— ACTIVITY —
Below are the records; how many of their lines contain "buttons"? Reply only with that figure.

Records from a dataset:
++++++++++
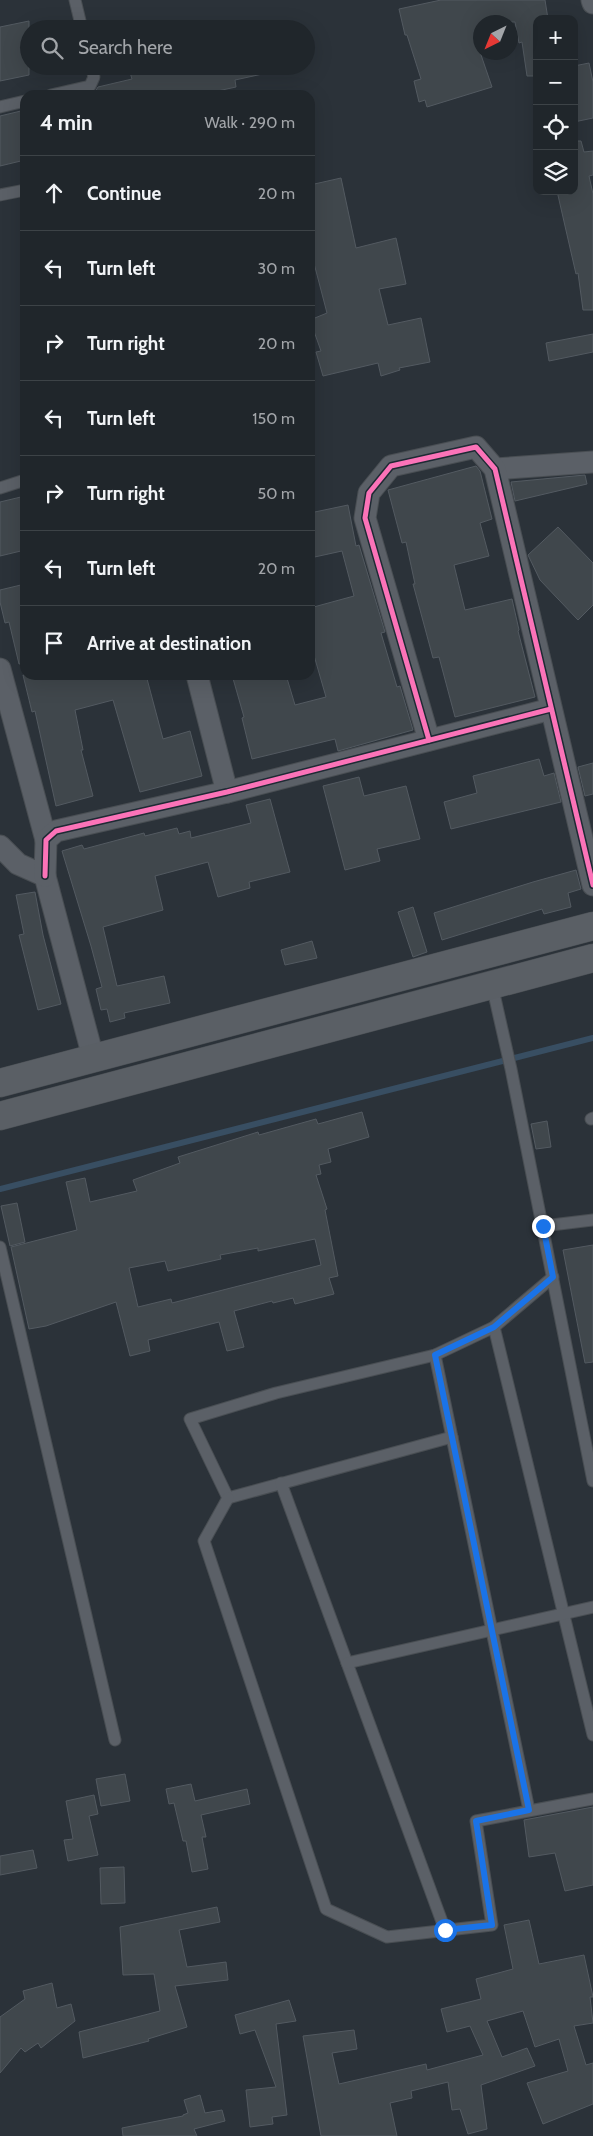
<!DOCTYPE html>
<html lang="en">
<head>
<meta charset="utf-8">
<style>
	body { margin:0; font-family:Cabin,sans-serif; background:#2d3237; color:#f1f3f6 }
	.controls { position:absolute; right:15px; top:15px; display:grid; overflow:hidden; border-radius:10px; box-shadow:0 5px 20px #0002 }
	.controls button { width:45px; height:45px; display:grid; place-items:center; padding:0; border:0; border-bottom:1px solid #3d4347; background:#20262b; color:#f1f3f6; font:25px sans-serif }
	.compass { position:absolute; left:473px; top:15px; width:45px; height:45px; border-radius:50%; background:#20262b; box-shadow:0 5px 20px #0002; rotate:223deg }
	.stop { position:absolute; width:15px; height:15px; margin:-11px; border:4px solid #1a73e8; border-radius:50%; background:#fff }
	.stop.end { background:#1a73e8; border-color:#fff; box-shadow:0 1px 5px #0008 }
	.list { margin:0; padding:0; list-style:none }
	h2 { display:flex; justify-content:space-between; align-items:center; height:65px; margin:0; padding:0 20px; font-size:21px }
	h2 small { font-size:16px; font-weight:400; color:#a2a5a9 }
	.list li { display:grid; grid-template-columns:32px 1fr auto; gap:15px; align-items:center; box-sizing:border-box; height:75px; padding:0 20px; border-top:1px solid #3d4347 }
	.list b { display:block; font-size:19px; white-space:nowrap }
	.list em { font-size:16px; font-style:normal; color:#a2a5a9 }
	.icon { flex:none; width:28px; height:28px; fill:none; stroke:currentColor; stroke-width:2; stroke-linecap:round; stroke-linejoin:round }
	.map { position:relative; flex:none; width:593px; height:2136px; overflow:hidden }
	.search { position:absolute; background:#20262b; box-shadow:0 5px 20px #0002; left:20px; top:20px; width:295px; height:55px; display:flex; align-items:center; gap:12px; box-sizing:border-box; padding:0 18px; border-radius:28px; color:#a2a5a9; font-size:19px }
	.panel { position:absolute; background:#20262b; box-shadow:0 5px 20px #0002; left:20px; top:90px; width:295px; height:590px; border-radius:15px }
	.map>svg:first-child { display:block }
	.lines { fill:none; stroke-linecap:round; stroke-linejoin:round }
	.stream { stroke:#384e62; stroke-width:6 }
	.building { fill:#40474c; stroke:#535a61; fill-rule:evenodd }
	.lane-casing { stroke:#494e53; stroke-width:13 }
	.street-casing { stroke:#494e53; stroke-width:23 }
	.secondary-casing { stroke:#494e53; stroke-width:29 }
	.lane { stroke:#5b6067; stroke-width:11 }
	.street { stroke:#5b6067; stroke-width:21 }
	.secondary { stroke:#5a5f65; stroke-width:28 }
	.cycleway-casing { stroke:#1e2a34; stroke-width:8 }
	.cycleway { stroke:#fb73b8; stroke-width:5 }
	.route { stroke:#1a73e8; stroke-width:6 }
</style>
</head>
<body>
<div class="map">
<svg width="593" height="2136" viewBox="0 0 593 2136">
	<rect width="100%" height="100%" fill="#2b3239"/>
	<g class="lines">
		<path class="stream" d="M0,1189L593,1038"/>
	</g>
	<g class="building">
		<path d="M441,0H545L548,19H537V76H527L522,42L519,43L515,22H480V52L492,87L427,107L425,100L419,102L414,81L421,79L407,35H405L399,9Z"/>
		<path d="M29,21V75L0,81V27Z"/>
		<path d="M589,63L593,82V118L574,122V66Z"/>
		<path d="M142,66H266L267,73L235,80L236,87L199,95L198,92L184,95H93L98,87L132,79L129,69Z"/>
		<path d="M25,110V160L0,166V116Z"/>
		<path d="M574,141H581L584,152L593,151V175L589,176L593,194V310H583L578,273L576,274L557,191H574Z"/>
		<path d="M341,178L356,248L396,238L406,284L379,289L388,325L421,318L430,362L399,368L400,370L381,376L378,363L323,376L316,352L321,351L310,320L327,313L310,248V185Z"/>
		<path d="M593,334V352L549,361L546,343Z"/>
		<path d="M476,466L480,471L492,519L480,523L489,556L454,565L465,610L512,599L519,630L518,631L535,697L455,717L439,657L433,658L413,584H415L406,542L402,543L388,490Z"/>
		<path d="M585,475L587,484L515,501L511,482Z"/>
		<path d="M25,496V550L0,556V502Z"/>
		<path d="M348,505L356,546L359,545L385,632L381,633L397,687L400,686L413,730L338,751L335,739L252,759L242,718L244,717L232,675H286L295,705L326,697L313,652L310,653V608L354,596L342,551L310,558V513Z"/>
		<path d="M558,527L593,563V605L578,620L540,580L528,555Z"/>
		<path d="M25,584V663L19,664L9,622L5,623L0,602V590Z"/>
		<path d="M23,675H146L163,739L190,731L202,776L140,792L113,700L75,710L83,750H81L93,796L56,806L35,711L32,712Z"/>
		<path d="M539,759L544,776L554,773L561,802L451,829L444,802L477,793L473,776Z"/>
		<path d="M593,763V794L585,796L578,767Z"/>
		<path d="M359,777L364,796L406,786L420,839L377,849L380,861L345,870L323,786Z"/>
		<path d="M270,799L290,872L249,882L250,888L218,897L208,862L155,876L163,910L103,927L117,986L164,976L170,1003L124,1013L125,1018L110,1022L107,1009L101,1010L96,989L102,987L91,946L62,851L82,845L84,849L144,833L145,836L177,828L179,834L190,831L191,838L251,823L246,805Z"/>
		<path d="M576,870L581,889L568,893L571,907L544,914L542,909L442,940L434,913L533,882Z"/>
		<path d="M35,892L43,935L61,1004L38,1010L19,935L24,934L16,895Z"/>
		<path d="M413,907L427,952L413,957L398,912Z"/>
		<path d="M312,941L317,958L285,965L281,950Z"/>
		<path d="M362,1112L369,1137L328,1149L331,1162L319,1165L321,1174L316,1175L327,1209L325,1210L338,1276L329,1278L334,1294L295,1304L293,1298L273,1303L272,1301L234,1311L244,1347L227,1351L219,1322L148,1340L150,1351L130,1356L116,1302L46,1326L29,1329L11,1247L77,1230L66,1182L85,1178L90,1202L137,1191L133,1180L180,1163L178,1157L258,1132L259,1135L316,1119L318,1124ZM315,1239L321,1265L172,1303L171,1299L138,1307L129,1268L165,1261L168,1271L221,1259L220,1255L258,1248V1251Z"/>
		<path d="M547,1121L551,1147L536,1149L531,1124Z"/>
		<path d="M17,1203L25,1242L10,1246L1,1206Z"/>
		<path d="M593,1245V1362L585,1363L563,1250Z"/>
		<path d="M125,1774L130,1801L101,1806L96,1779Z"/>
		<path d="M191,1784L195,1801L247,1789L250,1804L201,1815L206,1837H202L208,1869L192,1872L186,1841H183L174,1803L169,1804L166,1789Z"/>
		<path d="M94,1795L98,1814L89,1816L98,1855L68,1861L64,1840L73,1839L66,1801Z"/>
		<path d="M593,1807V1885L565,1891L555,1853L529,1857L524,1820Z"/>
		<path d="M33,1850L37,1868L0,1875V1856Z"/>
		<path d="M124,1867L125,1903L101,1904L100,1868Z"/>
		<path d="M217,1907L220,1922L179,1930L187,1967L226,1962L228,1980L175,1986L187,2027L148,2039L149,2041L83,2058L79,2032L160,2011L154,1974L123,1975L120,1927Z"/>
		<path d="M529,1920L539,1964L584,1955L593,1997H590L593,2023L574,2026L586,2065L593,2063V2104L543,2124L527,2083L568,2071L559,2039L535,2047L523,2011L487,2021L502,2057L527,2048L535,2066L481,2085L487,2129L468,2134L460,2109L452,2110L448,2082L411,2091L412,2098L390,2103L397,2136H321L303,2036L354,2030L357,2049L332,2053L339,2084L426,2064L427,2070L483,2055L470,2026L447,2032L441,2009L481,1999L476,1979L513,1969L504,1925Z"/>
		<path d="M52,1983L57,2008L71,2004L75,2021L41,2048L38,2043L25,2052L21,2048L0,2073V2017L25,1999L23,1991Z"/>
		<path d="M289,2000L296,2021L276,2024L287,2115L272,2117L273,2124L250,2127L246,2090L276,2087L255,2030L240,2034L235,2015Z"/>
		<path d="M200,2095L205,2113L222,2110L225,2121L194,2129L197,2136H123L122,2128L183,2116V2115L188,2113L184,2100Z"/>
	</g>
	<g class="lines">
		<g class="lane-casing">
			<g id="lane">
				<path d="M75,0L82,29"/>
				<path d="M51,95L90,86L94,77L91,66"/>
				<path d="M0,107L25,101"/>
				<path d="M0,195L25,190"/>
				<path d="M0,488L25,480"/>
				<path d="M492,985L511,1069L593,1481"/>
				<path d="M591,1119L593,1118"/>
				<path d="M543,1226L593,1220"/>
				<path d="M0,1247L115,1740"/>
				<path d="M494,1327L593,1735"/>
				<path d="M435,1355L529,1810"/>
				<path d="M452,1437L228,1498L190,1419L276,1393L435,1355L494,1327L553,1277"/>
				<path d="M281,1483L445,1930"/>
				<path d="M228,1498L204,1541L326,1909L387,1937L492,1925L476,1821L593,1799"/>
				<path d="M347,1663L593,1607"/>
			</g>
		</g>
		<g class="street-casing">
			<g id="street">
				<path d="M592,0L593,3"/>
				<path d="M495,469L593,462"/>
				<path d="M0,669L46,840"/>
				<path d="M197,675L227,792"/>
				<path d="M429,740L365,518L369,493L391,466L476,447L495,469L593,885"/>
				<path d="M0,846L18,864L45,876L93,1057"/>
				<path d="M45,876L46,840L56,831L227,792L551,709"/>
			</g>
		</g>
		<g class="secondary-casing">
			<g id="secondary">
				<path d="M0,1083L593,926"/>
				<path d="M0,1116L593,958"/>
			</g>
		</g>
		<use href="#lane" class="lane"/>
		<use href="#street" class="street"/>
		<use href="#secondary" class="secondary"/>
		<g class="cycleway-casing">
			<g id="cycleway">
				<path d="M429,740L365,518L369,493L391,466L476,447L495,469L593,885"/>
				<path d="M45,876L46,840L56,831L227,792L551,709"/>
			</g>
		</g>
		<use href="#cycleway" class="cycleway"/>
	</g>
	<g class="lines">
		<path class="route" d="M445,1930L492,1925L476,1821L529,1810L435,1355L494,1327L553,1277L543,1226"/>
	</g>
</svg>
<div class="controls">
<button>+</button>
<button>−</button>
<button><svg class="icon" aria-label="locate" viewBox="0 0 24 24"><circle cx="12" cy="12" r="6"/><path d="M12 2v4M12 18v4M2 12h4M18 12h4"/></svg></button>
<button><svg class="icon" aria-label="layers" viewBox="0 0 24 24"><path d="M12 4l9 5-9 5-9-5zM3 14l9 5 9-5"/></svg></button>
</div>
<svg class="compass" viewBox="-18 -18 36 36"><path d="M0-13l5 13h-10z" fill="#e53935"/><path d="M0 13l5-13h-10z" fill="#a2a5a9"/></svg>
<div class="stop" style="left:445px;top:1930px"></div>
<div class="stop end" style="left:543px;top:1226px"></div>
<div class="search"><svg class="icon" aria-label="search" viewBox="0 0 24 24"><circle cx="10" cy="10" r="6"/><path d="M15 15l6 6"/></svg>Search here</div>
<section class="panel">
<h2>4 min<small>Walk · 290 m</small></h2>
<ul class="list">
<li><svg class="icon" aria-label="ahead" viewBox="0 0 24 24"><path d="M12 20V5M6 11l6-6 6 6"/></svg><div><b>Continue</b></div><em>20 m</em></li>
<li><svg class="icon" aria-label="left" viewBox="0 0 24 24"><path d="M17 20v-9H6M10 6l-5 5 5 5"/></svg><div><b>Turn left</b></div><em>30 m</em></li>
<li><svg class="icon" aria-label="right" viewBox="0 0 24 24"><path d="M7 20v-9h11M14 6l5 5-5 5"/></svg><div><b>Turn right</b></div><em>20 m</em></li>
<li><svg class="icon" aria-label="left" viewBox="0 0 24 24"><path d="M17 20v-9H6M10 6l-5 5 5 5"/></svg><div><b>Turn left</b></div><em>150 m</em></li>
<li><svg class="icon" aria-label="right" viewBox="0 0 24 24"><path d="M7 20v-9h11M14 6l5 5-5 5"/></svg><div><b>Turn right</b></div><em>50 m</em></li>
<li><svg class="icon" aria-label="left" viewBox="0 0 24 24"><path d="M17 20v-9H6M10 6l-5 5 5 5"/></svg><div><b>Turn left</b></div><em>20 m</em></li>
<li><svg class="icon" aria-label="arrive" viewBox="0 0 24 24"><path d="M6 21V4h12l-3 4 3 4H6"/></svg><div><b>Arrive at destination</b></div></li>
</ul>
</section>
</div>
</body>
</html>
++++++++++
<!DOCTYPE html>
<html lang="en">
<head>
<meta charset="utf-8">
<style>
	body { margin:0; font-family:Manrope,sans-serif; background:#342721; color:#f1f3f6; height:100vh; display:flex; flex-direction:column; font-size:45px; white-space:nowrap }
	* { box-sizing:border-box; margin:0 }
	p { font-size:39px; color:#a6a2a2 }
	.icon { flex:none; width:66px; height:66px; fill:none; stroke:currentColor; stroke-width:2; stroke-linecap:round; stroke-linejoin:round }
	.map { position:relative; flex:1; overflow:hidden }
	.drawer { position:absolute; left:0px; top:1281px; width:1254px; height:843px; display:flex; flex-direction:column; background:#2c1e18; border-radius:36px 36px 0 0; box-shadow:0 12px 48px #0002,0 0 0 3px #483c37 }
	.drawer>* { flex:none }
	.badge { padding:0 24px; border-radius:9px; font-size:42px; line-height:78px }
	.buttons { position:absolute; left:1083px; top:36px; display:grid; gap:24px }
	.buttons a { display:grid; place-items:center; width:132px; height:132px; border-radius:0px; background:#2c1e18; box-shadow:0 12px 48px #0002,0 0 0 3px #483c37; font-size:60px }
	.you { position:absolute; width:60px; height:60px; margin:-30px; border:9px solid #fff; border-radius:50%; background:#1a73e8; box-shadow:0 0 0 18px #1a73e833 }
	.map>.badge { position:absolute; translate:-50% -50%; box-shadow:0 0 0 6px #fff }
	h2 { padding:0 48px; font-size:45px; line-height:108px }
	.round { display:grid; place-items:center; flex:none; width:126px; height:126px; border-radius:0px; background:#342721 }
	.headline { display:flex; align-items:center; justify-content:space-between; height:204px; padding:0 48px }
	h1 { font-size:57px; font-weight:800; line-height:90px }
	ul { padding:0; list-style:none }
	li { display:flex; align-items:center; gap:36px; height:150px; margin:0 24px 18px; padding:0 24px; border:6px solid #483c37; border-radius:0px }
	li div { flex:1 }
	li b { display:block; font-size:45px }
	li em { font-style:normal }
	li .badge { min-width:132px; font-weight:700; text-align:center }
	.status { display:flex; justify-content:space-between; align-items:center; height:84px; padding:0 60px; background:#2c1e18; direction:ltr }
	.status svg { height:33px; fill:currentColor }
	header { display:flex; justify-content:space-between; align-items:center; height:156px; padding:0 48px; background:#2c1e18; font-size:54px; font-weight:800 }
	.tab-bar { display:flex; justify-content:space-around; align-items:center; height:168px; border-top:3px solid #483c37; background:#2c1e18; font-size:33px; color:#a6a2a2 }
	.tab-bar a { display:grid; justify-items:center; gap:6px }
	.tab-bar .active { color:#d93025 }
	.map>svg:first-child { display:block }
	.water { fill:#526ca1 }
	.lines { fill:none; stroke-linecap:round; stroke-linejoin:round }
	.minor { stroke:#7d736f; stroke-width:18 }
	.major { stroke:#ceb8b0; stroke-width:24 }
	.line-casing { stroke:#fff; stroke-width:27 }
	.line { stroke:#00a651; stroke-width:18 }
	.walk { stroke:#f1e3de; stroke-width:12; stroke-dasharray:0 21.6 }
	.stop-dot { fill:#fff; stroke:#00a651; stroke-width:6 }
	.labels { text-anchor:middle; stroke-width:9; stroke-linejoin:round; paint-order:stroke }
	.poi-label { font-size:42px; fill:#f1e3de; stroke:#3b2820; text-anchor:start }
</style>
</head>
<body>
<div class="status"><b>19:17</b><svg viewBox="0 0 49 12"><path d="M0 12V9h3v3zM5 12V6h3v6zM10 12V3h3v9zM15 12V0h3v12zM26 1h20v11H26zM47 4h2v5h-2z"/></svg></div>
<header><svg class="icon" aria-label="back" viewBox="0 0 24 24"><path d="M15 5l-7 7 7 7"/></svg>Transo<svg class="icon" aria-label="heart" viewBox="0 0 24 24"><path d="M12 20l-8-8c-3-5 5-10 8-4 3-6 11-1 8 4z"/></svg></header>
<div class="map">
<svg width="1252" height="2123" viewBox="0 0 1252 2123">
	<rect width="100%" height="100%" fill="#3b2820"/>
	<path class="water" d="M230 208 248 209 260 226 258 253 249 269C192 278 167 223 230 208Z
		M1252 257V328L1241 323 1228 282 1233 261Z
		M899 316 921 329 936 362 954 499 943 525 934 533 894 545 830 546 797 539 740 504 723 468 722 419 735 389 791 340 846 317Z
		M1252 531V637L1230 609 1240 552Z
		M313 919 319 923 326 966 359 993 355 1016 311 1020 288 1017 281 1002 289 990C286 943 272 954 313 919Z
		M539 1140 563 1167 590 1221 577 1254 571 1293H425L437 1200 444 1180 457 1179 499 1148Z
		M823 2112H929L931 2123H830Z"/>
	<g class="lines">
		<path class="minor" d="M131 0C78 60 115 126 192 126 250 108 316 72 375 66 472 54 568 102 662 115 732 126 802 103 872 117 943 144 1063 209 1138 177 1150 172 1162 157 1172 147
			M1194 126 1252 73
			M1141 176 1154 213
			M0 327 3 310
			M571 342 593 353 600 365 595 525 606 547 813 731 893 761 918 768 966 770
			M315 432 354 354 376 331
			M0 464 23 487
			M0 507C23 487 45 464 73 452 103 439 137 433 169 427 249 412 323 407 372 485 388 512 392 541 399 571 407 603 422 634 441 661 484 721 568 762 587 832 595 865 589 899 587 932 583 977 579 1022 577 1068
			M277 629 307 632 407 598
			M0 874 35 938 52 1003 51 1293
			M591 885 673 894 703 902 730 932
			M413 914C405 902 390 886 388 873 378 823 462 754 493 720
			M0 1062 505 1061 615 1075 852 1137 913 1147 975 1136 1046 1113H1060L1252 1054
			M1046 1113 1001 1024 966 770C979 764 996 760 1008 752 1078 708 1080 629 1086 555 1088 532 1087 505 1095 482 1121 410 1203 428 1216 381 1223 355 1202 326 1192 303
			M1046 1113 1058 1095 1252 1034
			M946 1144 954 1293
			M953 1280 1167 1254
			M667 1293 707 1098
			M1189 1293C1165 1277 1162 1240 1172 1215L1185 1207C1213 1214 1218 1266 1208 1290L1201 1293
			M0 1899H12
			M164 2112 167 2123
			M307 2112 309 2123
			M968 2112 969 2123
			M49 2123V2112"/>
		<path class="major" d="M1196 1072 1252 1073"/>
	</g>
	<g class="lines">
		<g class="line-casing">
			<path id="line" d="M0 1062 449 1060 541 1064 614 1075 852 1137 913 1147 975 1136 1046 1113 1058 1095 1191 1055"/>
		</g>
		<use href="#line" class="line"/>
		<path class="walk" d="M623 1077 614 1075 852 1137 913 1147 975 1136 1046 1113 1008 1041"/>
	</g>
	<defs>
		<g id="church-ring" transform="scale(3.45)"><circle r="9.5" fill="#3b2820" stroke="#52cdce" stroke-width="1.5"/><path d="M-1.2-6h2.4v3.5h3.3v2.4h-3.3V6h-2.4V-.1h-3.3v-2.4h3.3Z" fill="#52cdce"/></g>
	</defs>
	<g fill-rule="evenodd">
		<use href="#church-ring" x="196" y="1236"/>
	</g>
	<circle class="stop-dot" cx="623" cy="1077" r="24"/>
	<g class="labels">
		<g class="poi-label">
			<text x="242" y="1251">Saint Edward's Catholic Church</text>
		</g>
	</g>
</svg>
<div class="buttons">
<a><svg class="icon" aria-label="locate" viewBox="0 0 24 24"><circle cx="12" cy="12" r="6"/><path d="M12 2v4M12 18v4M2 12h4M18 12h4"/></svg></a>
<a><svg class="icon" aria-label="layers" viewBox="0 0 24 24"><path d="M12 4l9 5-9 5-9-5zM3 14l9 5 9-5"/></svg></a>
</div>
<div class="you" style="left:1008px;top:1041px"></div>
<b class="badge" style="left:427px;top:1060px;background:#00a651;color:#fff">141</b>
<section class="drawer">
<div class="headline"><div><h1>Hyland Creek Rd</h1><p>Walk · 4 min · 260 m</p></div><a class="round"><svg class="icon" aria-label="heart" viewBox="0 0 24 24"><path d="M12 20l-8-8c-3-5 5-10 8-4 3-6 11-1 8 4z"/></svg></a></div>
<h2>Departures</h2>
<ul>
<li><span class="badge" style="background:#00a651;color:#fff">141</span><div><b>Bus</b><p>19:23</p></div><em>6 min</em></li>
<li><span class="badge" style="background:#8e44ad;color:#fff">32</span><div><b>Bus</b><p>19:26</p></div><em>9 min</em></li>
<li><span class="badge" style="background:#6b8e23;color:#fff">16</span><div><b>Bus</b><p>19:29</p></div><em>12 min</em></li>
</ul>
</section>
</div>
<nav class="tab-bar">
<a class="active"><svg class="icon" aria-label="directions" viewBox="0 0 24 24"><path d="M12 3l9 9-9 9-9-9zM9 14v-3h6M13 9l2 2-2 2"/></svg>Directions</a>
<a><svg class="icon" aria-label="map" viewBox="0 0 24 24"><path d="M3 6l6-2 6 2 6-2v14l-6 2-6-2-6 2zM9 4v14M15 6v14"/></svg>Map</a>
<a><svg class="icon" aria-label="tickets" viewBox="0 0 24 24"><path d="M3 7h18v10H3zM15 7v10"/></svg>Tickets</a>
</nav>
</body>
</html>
++++++++++
— YOUR RESPONSE —
3